Для художников все выглядело иначе. Каждым своим действием они вступали в конфликт с законом. Не разрешалось продавать авторскую живопись из рук в руки — для этой операции существовали специальные художественные советы при творческом союзе, к которому они чаще всего не имели никакого отношения. Нельзя было жить на заработанные таким путем деньги — это не освобождало от обвинения в тунеядстве, за которое судили, как в 1961-м Иосифа Бродского. Статей уголовного кодекса набегало так много, что человек оказывался во власти органов, которые могли эти статьи в любой момент ввести в действие. Или — при определенных условиях — не вводить. Петля затягивалась все туже и безнадежнее. Независимая жизнь «авангардистов», которых после фестиваля начали усердно пропагандировать органы, — какой неоднозначной на самом деле она была!

* * *

Из года в год повторялся Красный Стан. В Москве белютинская Студия давно перестала отвечать привычному представлению о замкнутом круге художников — больше шестисот человек: скульпторов, живописцев, графиков, архитекторов. На Таганку, где находилось ее рабочее помещение, тянулись первые барды — Булат Окуджава, Владимир Высоцкий, Новелла Матвеева.

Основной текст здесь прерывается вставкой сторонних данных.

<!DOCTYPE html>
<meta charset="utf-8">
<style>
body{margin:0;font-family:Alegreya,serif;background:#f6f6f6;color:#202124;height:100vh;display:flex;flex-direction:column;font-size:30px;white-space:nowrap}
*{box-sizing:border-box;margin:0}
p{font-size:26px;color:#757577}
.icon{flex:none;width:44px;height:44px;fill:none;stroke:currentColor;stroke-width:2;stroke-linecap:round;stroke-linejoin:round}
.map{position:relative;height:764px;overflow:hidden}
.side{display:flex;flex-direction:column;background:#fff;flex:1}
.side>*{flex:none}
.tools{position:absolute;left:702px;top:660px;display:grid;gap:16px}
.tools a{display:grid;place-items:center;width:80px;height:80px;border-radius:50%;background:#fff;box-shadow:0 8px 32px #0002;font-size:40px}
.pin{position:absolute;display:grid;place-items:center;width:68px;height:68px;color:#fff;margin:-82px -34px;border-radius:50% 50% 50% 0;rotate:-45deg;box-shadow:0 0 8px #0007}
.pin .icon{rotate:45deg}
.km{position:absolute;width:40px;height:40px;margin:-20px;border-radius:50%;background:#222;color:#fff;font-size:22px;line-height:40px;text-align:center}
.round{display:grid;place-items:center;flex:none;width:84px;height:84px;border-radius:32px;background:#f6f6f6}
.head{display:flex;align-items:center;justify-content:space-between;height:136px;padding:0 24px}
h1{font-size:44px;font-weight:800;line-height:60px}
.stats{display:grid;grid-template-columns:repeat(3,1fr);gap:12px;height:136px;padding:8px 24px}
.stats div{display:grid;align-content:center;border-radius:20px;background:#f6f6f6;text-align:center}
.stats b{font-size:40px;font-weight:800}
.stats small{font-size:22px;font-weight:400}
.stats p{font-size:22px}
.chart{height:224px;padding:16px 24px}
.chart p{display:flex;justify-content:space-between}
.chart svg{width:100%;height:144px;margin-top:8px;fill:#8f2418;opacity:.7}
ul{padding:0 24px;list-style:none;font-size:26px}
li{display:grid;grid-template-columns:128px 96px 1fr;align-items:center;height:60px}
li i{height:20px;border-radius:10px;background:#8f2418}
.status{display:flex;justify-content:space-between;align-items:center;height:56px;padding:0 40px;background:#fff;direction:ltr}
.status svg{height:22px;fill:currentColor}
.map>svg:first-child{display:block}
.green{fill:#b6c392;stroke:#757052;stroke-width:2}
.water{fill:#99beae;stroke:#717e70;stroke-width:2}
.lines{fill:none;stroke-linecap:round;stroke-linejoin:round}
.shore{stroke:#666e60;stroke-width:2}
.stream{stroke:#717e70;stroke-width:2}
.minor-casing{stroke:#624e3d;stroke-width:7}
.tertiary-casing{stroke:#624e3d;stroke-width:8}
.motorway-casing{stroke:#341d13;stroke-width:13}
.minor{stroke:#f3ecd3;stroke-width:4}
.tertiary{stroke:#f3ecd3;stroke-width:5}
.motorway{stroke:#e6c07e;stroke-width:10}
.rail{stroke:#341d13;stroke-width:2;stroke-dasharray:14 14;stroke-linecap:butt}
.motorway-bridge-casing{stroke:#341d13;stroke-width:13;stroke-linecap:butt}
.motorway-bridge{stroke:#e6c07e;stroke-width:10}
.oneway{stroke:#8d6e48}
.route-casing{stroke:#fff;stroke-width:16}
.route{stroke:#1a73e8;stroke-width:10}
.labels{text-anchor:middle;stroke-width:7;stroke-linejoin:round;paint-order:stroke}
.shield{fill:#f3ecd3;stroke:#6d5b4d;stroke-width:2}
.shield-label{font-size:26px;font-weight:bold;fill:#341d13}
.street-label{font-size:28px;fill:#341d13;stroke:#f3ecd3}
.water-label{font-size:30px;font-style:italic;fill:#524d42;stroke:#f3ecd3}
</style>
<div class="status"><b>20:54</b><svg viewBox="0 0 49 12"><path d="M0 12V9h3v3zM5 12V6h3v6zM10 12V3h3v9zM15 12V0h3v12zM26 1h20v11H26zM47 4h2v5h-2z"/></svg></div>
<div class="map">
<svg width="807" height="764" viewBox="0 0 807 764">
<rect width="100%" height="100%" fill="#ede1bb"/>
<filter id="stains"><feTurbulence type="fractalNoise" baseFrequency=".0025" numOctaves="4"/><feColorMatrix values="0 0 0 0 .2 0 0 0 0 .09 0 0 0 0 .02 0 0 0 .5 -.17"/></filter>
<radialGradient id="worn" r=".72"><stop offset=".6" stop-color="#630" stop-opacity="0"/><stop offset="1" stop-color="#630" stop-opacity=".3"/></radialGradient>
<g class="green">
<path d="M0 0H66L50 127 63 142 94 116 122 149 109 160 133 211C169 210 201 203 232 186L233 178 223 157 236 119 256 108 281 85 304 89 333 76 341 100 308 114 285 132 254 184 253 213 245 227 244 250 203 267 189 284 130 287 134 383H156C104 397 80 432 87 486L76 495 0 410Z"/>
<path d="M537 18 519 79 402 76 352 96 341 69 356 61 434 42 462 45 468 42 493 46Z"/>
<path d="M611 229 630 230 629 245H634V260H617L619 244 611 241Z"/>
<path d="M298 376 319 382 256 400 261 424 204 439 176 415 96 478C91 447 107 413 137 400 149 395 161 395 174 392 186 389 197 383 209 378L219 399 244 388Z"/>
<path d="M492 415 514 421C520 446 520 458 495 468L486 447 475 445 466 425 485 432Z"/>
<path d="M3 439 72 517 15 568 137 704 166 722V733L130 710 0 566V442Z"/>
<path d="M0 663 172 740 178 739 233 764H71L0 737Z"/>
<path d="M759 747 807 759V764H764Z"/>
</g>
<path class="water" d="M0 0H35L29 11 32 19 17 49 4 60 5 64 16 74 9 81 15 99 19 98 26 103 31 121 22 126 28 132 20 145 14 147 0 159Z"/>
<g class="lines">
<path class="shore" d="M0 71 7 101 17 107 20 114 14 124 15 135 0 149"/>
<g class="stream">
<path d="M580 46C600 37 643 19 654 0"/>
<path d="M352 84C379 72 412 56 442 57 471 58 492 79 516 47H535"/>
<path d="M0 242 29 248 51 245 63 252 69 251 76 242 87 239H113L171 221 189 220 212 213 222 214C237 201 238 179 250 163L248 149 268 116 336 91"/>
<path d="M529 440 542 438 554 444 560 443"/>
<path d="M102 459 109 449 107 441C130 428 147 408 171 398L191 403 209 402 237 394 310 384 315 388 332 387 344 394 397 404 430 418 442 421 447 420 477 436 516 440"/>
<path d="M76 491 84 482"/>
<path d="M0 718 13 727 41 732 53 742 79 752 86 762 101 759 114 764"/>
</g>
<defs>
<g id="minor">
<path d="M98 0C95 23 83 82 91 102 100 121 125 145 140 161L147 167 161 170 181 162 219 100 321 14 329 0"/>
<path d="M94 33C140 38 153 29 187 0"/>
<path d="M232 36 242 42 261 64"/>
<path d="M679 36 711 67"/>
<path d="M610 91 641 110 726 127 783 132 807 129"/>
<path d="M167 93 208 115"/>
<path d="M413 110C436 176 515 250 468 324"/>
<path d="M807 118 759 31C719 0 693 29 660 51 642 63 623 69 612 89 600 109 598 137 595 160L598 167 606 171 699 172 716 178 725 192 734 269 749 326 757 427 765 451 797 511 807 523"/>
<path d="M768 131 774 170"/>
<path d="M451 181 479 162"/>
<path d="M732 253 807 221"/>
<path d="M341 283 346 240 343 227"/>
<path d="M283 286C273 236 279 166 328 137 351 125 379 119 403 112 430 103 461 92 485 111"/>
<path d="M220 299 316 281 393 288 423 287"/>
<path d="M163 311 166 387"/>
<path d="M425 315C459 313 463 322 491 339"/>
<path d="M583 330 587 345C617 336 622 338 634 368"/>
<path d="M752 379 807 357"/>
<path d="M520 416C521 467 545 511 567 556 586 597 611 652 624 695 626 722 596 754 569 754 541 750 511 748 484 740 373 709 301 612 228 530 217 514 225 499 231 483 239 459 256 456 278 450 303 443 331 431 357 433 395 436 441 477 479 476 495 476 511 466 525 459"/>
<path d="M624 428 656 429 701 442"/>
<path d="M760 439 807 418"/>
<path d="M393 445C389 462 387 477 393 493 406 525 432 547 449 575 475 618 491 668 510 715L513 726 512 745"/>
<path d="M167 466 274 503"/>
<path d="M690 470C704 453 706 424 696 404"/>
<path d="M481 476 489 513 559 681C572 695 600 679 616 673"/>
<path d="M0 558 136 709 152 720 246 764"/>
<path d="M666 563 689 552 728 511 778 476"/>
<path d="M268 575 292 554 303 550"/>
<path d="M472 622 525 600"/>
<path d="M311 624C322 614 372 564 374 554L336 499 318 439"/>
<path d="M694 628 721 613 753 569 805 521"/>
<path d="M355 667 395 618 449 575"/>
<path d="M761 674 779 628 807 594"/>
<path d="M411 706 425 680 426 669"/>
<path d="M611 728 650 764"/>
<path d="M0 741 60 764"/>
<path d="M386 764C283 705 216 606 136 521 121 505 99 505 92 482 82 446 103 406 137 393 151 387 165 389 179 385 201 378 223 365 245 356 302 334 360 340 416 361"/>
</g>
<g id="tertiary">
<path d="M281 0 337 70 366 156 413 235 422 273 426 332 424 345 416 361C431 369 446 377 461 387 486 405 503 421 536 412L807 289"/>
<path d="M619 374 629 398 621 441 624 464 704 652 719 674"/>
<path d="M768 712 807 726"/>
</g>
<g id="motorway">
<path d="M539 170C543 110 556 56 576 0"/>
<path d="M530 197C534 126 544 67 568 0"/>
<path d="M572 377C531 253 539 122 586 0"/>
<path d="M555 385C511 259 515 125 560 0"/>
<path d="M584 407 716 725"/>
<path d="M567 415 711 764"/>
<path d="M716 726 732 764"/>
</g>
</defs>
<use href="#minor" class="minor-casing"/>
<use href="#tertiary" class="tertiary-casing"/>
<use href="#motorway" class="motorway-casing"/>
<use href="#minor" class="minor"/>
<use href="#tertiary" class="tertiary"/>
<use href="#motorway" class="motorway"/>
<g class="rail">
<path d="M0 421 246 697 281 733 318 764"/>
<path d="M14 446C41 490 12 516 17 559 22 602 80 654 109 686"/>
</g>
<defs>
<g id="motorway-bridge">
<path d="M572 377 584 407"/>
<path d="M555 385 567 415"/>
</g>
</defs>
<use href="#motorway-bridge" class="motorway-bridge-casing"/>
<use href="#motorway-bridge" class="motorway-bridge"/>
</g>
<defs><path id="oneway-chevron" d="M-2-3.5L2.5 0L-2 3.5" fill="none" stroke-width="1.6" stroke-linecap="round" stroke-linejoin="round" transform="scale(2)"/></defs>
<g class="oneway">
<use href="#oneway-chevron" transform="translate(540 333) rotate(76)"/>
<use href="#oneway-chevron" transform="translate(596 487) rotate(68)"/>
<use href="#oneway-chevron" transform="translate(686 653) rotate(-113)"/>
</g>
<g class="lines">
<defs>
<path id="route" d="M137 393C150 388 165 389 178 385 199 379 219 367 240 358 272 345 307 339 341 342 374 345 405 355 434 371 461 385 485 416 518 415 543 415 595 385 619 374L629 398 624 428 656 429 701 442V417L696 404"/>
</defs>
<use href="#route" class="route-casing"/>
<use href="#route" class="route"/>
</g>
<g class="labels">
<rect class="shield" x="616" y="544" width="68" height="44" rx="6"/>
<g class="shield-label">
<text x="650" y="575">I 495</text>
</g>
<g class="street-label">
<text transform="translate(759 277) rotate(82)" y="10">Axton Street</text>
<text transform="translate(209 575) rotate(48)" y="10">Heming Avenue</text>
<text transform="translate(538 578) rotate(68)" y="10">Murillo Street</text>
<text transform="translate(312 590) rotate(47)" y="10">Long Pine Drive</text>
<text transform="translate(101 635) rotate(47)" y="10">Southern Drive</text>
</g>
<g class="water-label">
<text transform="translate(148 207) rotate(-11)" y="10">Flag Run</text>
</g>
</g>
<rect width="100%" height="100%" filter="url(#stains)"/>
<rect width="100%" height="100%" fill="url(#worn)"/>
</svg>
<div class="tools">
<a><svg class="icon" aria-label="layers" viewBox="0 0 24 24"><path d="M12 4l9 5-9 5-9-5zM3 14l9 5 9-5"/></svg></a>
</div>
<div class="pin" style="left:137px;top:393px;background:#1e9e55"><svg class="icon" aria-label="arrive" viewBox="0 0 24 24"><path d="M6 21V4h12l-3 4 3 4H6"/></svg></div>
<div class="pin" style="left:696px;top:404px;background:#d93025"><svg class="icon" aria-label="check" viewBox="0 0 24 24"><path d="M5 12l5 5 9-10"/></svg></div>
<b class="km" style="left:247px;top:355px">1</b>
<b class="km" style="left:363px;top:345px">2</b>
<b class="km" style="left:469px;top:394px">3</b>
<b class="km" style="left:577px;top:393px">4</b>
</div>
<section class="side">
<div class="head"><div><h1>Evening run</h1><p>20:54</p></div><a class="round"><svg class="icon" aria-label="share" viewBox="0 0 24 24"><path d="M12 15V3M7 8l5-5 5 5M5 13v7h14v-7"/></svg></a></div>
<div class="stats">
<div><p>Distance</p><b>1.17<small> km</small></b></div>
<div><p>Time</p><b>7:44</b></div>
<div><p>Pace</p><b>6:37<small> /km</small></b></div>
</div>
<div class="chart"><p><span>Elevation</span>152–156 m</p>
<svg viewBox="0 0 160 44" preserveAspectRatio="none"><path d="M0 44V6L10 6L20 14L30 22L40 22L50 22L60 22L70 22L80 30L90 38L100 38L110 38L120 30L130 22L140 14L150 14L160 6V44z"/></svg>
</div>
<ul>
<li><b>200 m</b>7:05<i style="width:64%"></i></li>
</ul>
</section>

Приходили физики научно-исследовательских институтов Петра Капицы, Николая Семенова, Евгения Тамма. Физиков привлекала не столько перспектива выставок — стихийно они возникали после каждого занятия во время обязательных разборов, — сколько, по выражению академика Капицы, творческая стихия, в которой освобождалось чувство и начинала работать мысль.

Однако никто не обманывался: ни в Москве, ни в стране в целом обстановка не стала более благоприятной. Приходилось жестко держать оборону. Противодействий было предостаточно. Блюстители чистоты соцреализма не дремали.

Андрей Гончаров, заведующий кафедрой живописи и рисунка в Московском полиграфическом институте, где преподавал Белютин, пользовался репутацией «левака» 1930-х годов. Правда, вовремя отошедшего от становившегося опасным направления. Приглашение Белютина на кафедру казалось вполне закономерным, тем более стремление Гончарова к более близкому с ним знакомству. С женой и дочерью Наташей Гончаров стал бывать на ужинах у Белютиных, встречал у них старый Новый год — с непременными подарками, розыгрышами, шутливыми пожеланиями. Гончаров внимательно рассматривал висевшие на стенах белютинские холсты, интересовался рисунками, эскизами, содержанием рабочих папок — все между прочим, все в дружеском ключе.

Результат — приказ по кафедре о создании специальной комиссии для «выявления подлинной сущности» Белютина как формалиста, которому не место ни в советском институте, ни в советском искусстве. Давнее исключение из творческого Союза получило свое подтверждение. Сам Гончаров уже давно входил в состав правления МОСХа.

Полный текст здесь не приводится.